By this time (and well before if I'm honest), PHPCoord had become a mostly unmaintained project. Although I did respond to any issues filed and check compatibility against each new version of PHP, maintenance was definitely something that was on the reactive end of the spectrum. The release of version 3 was basically driven by embarrassment7 with both the PHP7 change and the immutability change both actually having been committed back in 2017. They just hadn't been released because there weren't any new features to justify the cost/benefit of inflicting the BC break on existing users.

Contemplation

After the release of version 3, I began to consider the future of PHPCoord. I was very conscious that despite the grandiose name suggesting it was some kind of definitive library, a more accurate name for it would have been PHPBritishAndIrishCoordinatesWithAFeebleAttemptAtTheRestOfEuropeAndNorthAmerica. I had obviously known right from the start with v1.0 that it didn't have any support for e.g. Australia, Africa or Asia, but back then I had been under the erroneous impression Europe and the US were catered for. Because I'm British and our coordinate system dates from 1936, when I copied the values from Wikipedia for NAD27 and ED50 I thought nothing of it.
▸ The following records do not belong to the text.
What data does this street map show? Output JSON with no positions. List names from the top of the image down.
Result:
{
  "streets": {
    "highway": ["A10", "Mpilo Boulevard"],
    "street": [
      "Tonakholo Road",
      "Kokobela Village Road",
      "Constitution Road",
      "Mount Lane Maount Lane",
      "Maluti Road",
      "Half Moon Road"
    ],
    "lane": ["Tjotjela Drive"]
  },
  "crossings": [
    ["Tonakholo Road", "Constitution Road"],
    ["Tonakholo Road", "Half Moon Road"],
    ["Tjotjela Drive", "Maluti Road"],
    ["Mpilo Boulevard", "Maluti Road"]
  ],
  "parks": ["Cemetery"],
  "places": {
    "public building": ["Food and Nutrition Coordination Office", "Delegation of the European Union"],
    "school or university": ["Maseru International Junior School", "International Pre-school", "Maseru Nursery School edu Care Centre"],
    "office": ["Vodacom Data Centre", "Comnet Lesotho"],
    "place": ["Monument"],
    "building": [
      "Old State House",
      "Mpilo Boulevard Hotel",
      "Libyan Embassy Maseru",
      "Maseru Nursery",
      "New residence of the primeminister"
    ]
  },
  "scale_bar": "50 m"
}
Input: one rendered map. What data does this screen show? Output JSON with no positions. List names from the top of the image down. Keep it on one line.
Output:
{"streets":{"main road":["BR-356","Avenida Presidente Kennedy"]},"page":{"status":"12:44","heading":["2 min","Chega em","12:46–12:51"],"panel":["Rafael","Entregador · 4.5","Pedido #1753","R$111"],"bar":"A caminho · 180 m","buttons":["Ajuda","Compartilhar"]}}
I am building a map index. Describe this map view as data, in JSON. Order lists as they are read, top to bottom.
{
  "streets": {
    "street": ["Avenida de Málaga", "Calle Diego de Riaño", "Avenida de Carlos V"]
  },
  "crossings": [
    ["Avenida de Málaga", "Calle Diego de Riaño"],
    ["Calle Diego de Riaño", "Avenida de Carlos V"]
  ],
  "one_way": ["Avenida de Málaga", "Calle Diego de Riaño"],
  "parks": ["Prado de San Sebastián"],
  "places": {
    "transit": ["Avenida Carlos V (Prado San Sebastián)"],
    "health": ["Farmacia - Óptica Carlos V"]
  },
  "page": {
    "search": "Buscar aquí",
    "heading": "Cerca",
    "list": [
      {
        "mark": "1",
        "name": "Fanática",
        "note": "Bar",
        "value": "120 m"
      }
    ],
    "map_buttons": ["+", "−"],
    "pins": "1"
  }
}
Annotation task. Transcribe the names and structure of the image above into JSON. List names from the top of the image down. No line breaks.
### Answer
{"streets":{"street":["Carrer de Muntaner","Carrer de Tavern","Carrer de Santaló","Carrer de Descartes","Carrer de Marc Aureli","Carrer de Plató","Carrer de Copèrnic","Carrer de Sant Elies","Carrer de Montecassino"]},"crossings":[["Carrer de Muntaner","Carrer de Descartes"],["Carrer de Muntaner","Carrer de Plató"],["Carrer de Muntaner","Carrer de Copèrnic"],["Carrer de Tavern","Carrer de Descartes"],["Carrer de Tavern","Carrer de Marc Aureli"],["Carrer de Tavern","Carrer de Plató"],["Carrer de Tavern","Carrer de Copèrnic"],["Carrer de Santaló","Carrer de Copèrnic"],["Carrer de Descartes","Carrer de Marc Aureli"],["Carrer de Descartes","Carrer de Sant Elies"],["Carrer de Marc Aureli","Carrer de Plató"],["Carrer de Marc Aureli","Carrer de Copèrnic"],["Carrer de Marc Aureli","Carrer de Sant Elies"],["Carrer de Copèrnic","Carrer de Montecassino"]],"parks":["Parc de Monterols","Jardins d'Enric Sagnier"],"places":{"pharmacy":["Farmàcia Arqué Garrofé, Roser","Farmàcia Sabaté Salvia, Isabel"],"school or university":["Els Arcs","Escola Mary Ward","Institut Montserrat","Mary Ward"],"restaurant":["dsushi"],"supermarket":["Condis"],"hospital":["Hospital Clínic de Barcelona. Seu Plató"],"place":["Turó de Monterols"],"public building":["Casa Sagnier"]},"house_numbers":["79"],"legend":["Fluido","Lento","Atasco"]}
It was only later (I'm not entirely sure when) it came to my attention that NAD27 had long since been replaced by NAD83, and ED50 had long since been replaced by ETRS89. (Much later) subsequent research told me that for most practical purposes those 2 newer systems are actually interchangeable with WGS84 and so they were in-fact kinda covered if the end-user was also aware of that fact, but that particular anecdote shows my historically poor level of subject knowledge for a library that I was responsible for.

So as I was considering the future of PHPCoord, there were 3 factors in play:

  1. As unsatisfied as I was with the state of affairs, was I truly ready to “abandon my baby”?
  2. Was there an alternative library I could point people at? I hadn't found one back in 2010 when I first started using PHPCoord, but that was many, many years ago. Maybe one existed now?
  3. If the answers to the first two questions were “no”, what would it take to build something I was actually proud of?

As it turned out, the answers to the first two questions were indeed “no”. When I had interviewed for jobs previously, PHPCoord was not uncommonly a subject of discussion with my interviewers. Once, one of them revealed during discussion that they'd even previously used it! So with a constant 200+ downloads per day, and an eye on my future career prospects I was inclined to keep it going.

Secondly, when I searched on Packagist to see what else was out there, there was almost nothing. There were lots of geocoding libraries, several geometry libraries and quite a few libraries that did distance calculations (some well, some badly). However, for conversions between coordinate systems there was almost nothing. A couple of other projects did just British conversions (apparently a popular need!), there was one project that did only Swiss conversions...and there was Proj4php.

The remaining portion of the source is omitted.